• Saved entries:
------------------------------------------------------------

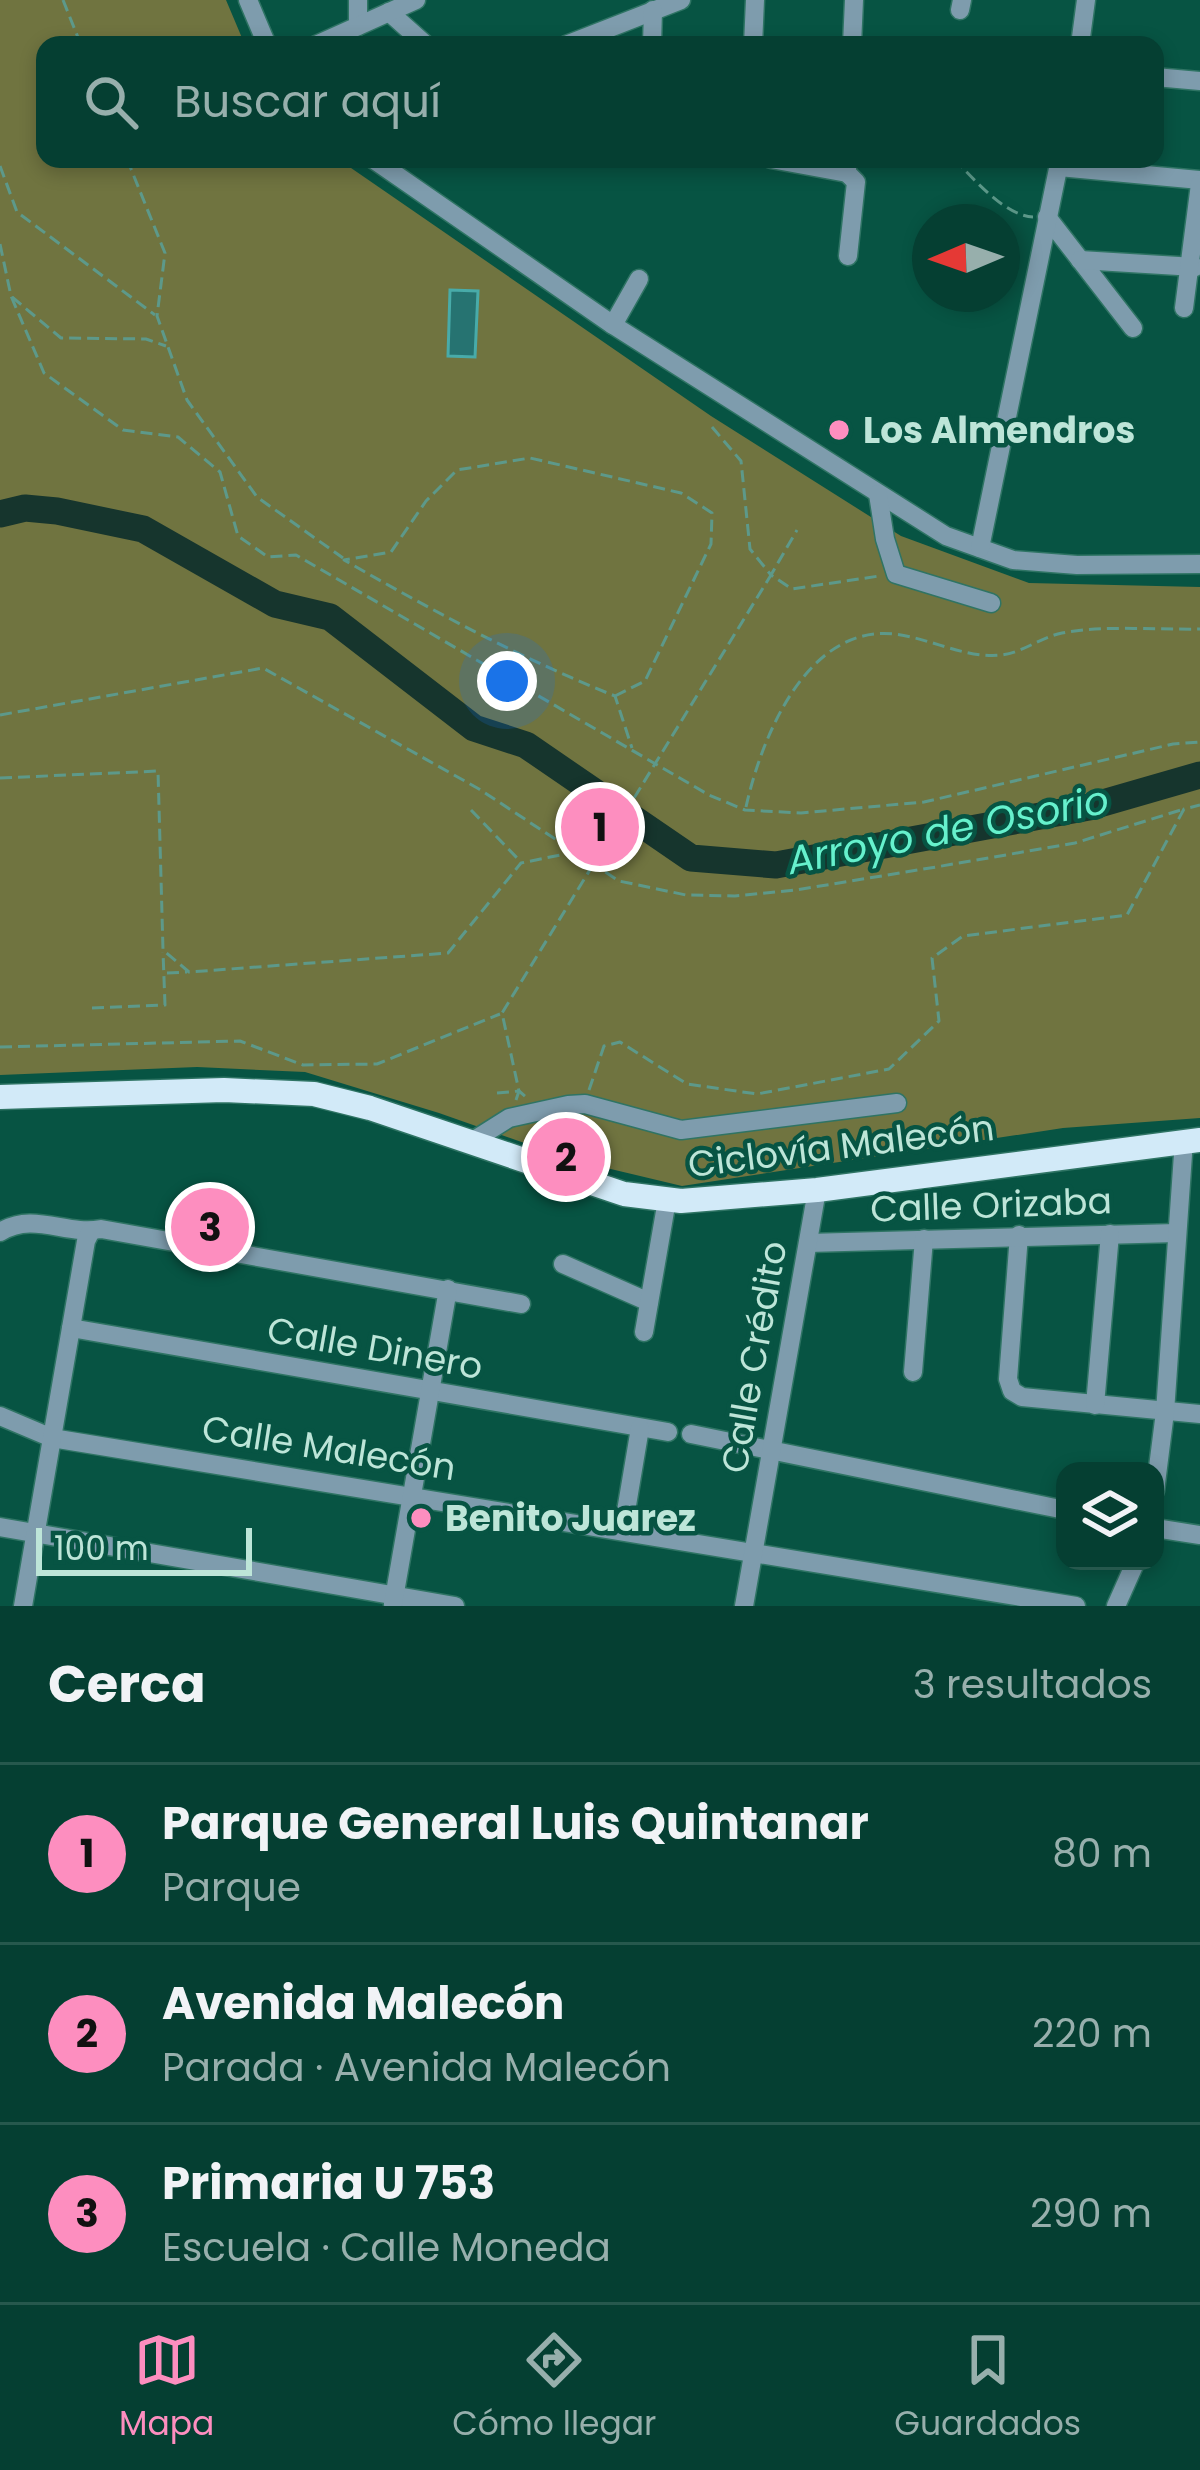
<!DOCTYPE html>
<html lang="es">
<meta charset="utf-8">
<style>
body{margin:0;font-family:Poppins,sans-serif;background:#0e463a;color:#f1f3f6}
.controls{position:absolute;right:36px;bottom:36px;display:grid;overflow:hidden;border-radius:24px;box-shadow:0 6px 18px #0003}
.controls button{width:108px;height:108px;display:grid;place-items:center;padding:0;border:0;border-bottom:3px solid #26584d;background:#053f32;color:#f1f3f6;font:60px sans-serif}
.compass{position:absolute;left:912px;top:204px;width:108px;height:108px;border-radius:50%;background:#053f32;box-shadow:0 6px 18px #0003;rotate:268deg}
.scale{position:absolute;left:36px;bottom:30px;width:216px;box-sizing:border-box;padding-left:12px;border:6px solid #bde5d8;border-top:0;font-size:33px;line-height:42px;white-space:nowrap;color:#bde5d8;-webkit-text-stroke:9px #075443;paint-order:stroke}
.you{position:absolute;left:507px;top:681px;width:42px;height:42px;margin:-30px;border:9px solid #fff;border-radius:50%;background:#1a73e8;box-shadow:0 0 0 18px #1a73e833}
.badge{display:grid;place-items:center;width:78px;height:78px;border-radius:50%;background:#fd8ebf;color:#111;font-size:39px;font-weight:700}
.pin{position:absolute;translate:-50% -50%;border:6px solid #fff;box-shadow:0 3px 12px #0006}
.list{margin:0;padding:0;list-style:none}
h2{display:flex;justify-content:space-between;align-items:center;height:156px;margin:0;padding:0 48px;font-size:51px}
h2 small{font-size:39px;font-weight:400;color:#97afac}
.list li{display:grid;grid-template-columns:78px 1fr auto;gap:36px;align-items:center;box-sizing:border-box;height:180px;padding:0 48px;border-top:3px solid #26584d}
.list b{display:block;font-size:45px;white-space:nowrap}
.list p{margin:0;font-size:39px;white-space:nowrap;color:#97afac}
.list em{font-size:39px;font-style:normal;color:#97afac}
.icon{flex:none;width:66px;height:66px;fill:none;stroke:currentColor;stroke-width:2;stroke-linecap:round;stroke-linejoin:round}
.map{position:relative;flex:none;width:1200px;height:1606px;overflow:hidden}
.search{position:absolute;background:#053f32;box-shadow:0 6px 18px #0003;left:36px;right:36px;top:36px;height:132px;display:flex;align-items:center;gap:30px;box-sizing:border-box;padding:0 42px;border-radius:24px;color:#97afac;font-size:45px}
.sheet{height:696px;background:#053f32}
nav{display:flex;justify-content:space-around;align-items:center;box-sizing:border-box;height:168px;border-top:3px solid #26584d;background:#053f32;font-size:33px;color:#97afac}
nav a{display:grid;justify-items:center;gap:6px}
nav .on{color:#fd8ebf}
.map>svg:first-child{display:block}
</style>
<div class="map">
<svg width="1200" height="1606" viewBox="0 0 1200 1606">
<rect width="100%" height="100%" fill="#075443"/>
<path fill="#707440" d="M0 0H226L245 45H45V159H338L711 416 901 536 1029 583 1200 587V1118L1063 1128 682 1186 573 1160 439 1113 305 1072 197 1067 0 1075Z"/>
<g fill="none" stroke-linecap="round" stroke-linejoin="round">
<path stroke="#16352d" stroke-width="27" d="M0 514 25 508 57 511 143 529 275 604 330 617 474 728 526 745 691 858 776 865 1089 807 1200 775"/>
</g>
<path fill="#267371" stroke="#48aba9" stroke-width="3" d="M450 290 478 291 475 357 448 356Z"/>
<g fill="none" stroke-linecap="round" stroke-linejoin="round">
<g stroke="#2f7464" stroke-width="21">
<g id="minor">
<path d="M248 0 267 45"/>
<path d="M960 10 962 0"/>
<path d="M389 12 426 45"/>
<path d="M358 26V0"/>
<path d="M316 45 416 0"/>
<path d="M566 45 681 0"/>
<path d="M652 45 653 10"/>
<path d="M753 45 755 0"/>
<path d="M852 45 854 0"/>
<path d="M1080 45 1086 0"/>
<path d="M1155 77 1200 81"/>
<path d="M373 159 613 325 946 536 1013 560 1077 565 1200 564"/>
<path d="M771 159 847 173"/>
<path d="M847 159V173L856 182 848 256"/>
<path d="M1059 167 1200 180"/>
<path d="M1047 217 1133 328"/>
<path d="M1080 260 1195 267"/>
<path d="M1184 308 1200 184"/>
<path d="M613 325 639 279"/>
<path d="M878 494 885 539 896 574 991 603"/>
<path d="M980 548 1060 159"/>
<path d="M471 1142 509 1118 568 1105 585 1104 681 1130 897 1103"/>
<path d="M0 1232C34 1211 66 1236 101 1229L521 1304"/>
<path d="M1019 1235 1008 1379 1012 1391 1022 1397 1200 1414"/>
<path d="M808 1243 1177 1233"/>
<path d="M563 1264 649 1302"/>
<path d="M71 1328 668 1432"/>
<path d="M644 1332 667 1200"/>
<path d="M913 1372 924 1239"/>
<path d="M1095 1405 1110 1234"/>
<path d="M0 1416 52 1438 1076 1606"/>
<path d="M691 1434 1065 1510"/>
<path d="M1155 1491 1165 1412 1184 1140"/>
<path d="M0 1527 455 1606"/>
<path d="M1155 1528 1200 1535"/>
<path d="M623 1529 640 1428"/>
<path d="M393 1604 448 1289"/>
<path d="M23 1606 86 1241 91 1231"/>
<path d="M744 1606 817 1190"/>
<path d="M1116 1606 1136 1561"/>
</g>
</g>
<g stroke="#2f7464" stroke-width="27">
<path id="major" d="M0 1097 224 1090 314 1094 370 1108 624 1194 681 1201 817 1190 1200 1140"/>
</g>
<g stroke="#5d998a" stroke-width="3" stroke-dasharray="12 6" stroke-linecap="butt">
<path d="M63 0 81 45"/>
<path d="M127 159 165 253 157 316 187 400 257 497 343 558"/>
<path d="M954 159C973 178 1005 216 1033 217"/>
<path d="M0 166 17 212 155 315"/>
<path d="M0 244 11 296 44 373 123 430 178 437 220 472 238 536 268 557 296 555 709 795 745 810 801 813 924 802 1173 744 1200 742"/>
<path d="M12 297 61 338 146 339 166 346"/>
<path d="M712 427 741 461 750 549 771 575 797 530"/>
<path d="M615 696 645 681 711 544 712 513 681 493 530 458 457 470 426 501 391 552 344 560C433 611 520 658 615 696L632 748"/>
<path d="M0 715 263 668 479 789 619 881 686 895 735 896 796 890 936 867 1075 843 1184 809"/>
<path d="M0 778 158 771 163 950 189 972 448 953 521 863 570 853"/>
<path d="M746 807C761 739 806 625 894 634 930 638 965 659 1002 655 1024 652 1041 637 1062 633 1103 625 1158 630 1200 629"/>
<path d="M471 810 520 861"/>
<path d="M167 973 187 972"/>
<path d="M92 1008 165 1005 163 952"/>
<path d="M0 1047 240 1041 303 1065 377 1064 500 1014"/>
<path d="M589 1090 604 1046 620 1042 687 1084 757 1094 889 1069 939 1021 932 958 963 936 1127 915 1184 809 1200 805"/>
<path d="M497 1093 519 1091 527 1098"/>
<path d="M516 1100 519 1091 502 1013 771 575 792 589 879 576"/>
<path d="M564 1150 577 1121"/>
</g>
<use href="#minor" stroke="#7e9cad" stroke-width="18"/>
<use href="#major" stroke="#d2eaf8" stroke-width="24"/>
</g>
<g fill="#fd8ebf" stroke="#075443" stroke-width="4.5">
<circle cx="839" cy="430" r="12"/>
<circle cx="421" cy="1518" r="12"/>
</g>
<g text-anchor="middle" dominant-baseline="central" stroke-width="9" stroke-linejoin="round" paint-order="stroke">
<g font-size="36" font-weight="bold" fill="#bde5d8" stroke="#075443" text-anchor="start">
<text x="863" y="430">Los Almendros</text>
<text x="445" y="1518">Benito Juarez</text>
</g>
<g font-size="36" fill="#bde5d8" stroke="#075443">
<text transform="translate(841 1146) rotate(-7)">Ciclovía Malecón</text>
<text transform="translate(991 1205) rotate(-2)">Calle Orizaba</text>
<text transform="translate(375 1348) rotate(10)">Calle Dinero</text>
<text transform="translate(754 1357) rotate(-80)">Calle Crédito</text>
<text transform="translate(329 1448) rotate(9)">Calle Malecón</text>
</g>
<g font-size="39" font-style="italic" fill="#66f1cd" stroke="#075443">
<text transform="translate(948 830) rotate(-11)">Arroyo de Osorio</text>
</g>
</g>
</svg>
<div class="controls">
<button><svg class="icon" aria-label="layers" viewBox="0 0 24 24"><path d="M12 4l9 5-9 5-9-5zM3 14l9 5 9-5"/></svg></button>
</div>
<svg class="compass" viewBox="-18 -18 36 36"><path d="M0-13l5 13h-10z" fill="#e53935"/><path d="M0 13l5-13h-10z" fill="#97afac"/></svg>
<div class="scale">100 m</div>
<div class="you"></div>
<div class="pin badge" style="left:600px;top:827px">1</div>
<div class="pin badge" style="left:566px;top:1157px">2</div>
<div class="pin badge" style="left:210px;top:1227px">3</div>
<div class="search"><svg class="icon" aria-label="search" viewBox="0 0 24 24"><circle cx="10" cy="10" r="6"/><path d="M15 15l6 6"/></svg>Buscar aquí</div>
</div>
<section class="sheet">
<h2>Cerca<small>3 resultados</small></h2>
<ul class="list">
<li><span class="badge">1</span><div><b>Parque General Luis Quintanar</b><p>Parque</p></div><em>80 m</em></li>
<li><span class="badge">2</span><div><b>Avenida Malecón</b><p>Parada · Avenida Malecón</p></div><em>220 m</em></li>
<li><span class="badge">3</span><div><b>Primaria U 753</b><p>Escuela · Calle Moneda</p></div><em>290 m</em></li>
</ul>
</section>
<nav>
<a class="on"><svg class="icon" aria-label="map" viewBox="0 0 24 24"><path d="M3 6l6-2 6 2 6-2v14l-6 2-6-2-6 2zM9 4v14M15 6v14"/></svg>Mapa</a>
<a><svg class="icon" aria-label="directions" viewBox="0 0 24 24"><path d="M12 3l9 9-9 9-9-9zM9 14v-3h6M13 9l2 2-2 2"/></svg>Cómo llegar</a>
<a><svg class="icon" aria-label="saved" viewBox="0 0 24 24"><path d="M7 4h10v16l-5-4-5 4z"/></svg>Guardados</a>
</nav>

------------------------------------------------------------

With the line containing "6 2 6-2v14l-6" as the first and the final line of the entries above as the last, write out that span exactly and nothing more.

<a class="on"><svg class="icon" aria-label="map" viewBox="0 0 24 24"><path d="M3 6l6-2 6 2 6-2v14l-6 2-6-2-6 2zM9 4v14M15 6v14"/></svg>Mapa</a>
<a><svg class="icon" aria-label="directions" viewBox="0 0 24 24"><path d="M12 3l9 9-9 9-9-9zM9 14v-3h6M13 9l2 2-2 2"/></svg>Cómo llegar</a>
<a><svg class="icon" aria-label="saved" viewBox="0 0 24 24"><path d="M7 4h10v16l-5-4-5 4z"/></svg>Guardados</a>
</nav>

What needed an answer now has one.